Testing and spreading messages to reduce AI x-risk
Overview
AI companies are currently locked in a race to create a superhuman AI, and no one knows how to make the first superhuman AI not kill everyone. There’s little governmental oversight or public awareness that everyone’s lives are being risked. We think that without government intervention directed at solving the problem and ensuring no existentially dangerous AI is developed anywhere in the world, humanity is not likely to survive. We further think it is possible to carefully but honestly inform the governments and the public of the problem and increase the chance of it being addressed.

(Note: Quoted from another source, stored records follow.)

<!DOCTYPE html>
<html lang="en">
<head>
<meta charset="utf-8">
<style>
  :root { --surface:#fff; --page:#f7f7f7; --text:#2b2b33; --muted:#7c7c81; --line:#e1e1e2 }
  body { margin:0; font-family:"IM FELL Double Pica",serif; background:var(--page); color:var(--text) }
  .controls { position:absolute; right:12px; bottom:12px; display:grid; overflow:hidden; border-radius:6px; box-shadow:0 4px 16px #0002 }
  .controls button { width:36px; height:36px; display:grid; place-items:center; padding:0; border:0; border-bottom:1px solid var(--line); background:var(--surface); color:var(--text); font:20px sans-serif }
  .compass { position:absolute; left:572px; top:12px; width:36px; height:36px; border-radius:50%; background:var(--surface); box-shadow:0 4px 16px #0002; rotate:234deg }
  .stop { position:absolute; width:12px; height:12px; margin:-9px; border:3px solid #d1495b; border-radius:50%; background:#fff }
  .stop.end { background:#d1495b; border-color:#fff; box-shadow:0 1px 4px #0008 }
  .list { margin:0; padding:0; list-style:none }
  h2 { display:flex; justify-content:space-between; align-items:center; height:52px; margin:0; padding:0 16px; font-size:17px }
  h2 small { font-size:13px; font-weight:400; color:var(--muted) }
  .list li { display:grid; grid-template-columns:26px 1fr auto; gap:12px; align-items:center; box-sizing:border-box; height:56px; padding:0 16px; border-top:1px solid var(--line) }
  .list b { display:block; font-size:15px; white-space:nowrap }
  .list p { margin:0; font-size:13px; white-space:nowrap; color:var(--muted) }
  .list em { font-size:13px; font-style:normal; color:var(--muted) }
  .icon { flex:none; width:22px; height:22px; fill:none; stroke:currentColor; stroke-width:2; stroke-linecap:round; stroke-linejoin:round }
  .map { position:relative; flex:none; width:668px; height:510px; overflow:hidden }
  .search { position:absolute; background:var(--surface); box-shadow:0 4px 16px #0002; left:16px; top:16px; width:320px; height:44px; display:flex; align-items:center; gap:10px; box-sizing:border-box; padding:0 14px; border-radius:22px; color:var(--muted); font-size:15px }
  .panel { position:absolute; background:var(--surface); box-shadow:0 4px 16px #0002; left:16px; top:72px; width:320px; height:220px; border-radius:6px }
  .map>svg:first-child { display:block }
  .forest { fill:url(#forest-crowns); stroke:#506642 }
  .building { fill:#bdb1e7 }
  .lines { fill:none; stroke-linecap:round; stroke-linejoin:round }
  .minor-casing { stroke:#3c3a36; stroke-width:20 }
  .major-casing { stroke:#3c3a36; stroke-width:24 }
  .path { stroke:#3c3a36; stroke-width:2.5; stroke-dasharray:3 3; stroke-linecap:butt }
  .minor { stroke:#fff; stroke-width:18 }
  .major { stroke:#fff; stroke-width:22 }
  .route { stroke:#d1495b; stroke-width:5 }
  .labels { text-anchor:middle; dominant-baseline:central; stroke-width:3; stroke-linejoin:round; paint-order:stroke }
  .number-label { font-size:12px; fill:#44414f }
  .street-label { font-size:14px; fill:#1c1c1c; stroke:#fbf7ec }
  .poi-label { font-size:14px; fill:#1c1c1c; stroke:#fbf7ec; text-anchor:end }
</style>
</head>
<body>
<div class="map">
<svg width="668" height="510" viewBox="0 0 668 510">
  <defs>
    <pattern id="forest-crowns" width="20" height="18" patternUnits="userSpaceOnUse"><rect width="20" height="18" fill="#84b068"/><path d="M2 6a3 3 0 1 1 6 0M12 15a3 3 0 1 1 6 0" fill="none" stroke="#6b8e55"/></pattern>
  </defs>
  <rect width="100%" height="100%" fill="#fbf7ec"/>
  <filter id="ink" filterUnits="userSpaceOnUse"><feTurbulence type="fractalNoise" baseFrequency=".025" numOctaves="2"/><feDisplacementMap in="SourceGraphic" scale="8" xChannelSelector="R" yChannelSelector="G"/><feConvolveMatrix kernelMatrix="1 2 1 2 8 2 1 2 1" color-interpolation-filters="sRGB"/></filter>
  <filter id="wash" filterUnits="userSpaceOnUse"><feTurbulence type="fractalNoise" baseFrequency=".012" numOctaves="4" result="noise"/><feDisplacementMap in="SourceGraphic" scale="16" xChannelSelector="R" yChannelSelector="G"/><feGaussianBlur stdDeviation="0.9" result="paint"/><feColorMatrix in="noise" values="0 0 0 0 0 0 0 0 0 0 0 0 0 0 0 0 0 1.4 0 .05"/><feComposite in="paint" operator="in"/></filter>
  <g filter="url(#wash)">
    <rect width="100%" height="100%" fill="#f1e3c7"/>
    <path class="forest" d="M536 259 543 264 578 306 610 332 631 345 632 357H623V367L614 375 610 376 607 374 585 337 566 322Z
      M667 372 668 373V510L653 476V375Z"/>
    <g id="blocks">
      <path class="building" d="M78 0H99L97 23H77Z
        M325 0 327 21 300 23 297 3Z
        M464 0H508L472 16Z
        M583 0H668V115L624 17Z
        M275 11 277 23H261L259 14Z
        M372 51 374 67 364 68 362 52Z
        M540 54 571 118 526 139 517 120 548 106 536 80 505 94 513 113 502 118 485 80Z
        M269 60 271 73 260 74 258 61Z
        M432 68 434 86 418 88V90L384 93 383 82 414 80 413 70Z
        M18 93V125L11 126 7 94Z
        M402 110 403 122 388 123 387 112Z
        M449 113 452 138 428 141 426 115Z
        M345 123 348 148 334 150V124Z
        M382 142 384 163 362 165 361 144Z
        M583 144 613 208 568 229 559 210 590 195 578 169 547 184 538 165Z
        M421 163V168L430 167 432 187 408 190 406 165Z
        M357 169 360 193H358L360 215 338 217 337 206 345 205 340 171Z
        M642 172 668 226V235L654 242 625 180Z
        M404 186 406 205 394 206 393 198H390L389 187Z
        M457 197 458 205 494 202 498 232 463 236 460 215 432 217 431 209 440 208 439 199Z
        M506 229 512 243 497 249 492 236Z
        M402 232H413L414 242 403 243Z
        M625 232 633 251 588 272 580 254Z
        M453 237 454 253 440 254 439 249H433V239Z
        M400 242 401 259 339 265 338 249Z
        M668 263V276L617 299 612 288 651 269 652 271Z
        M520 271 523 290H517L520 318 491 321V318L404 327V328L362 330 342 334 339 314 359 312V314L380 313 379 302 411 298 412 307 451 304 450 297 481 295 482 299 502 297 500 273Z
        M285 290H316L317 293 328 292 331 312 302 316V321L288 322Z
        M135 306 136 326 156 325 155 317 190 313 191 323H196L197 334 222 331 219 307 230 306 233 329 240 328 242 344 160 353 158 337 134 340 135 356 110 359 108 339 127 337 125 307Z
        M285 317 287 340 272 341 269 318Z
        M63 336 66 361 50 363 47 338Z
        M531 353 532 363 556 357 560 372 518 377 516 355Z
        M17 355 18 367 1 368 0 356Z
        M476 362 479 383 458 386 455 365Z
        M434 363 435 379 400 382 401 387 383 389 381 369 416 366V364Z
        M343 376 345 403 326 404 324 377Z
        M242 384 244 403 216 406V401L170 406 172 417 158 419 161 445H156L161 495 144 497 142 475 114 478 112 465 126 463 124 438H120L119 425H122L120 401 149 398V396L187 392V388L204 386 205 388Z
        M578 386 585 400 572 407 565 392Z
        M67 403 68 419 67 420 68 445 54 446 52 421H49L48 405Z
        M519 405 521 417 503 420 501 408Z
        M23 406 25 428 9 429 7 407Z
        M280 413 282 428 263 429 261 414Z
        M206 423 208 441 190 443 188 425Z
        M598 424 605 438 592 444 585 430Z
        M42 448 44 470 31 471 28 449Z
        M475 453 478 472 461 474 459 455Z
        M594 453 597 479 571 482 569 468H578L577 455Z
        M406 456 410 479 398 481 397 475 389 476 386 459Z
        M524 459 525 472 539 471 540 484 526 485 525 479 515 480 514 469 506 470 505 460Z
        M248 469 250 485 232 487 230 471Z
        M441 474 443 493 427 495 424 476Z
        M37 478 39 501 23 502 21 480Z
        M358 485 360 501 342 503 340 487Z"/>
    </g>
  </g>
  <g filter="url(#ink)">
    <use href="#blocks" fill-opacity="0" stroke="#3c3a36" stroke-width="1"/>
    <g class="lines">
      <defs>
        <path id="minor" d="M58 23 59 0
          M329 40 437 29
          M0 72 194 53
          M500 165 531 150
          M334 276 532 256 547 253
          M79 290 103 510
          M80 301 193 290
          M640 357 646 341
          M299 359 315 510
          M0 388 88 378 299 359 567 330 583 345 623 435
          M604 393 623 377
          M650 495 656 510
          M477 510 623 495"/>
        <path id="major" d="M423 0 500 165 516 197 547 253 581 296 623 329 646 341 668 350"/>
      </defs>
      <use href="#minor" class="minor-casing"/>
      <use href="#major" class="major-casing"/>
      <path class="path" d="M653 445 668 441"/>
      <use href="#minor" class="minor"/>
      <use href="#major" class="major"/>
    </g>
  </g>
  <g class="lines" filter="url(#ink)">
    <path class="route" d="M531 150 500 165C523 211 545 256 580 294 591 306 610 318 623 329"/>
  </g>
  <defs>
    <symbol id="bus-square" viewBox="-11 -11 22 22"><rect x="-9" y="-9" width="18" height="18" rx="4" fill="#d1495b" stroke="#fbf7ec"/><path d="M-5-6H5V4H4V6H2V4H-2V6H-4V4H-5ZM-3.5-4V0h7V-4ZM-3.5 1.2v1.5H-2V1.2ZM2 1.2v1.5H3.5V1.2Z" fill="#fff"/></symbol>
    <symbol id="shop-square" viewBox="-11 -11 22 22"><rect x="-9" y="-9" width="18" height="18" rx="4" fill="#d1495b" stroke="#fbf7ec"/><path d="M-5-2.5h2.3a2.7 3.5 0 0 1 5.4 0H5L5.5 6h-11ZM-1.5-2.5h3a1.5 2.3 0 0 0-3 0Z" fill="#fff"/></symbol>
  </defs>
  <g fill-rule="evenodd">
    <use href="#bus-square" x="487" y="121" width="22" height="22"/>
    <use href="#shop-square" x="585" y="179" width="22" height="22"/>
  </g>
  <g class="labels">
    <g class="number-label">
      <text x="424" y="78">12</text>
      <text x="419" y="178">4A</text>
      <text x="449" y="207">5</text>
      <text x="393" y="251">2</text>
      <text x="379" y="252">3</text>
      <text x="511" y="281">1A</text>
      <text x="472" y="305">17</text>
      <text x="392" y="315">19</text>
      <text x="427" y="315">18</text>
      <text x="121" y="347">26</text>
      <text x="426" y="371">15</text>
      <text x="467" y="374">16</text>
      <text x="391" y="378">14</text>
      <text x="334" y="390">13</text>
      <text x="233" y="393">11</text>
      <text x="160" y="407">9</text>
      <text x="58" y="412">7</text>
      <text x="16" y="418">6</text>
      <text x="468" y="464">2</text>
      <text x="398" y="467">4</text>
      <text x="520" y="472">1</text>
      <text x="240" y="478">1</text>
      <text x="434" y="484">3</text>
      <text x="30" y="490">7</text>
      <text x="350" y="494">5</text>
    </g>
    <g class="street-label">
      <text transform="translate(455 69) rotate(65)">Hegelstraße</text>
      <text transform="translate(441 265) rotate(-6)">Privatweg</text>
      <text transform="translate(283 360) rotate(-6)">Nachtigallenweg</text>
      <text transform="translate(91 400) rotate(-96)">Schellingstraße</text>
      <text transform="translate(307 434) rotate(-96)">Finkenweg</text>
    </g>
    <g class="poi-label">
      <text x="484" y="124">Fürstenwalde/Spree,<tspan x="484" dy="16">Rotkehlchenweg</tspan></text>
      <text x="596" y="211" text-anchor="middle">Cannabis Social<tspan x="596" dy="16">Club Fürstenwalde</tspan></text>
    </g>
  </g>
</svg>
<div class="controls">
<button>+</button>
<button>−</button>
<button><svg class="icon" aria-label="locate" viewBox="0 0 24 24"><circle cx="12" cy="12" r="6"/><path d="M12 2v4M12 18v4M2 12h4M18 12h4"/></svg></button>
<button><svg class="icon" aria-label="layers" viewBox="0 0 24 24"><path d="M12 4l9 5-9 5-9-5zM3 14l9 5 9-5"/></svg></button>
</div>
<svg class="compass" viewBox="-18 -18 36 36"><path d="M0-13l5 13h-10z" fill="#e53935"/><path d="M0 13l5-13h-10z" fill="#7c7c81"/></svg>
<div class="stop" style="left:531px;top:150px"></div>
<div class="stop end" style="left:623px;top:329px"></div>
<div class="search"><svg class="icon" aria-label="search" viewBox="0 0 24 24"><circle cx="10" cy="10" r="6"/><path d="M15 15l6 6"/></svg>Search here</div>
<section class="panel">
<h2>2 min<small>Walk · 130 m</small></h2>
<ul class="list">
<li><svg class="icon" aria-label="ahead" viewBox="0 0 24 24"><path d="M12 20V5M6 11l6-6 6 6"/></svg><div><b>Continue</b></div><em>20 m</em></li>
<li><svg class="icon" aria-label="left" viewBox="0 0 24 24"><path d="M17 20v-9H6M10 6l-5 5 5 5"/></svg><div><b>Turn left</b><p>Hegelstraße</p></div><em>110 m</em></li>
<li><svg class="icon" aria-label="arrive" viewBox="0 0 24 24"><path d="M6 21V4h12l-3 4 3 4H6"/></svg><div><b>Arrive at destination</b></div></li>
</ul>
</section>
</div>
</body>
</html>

There are non-costly interventions that governments can make even before they fully agree with our understanding of the risk, that seem robustly helpful, e.g., because these interventions increase the chance of governments understanding the problem well and being able to address it directly later.
Our nonprofit aims to improve institutional response to existential risk from AI by developing and testing messaging about it and launching campaigns to educate the general public and key stakeholders about AI and related risks.
We think communicating the problem in simple and understandable, but valid (including in technicalities) language can help substantially.
What’s your plan?
With minor omissions, we plan to:
Do message testing (understand the variables, determine what successfully communicates core intuitions about the technical problem to various demographics or causes concern for valid reasons).
Core intuitions we’d want to communicate range from “Normal computer programs are human-made instructions for machines to follow, but modern AI systems are instead trillions of numbers; the algorithms these numbers represent are found by computers themselves and not designed, controlled, or understood by humans” to “AI developers know how to use a lot of compute to make AI systems generally better at achieving goals, but don’t know how to influence the goals AI systems are trying to pursue, especially as AI systems become human-level or smarter” to “If monkeys really want something, but humans really want something different, and humans don’t really care about monkeys, humans would usually get what they wanted even if it means monkeys don’t; if an AI system that’s better at achieving goals than humans doesn’t care about humans at all, it would get what it wants even if it means humans won’t get what they want. We should avoid developing superhuman systems that are misaligned with human values”.
Very different messages will work most efficiently to successfully produce technical understanding in very different people.
It might be good to simultaneously promote the government incentivizing (and not creating obstacles for) narrow and clearly beneficial uses of AI (such as in drug development), as opposed to general AI or research that shortens the timelines of general AI: we want regulation to target exclusively the inherently risky technology that might kill everyone. Responsible, economically valuable innovation that doesn’t contribute to that risk, including lots of kinds of startups, should be supported.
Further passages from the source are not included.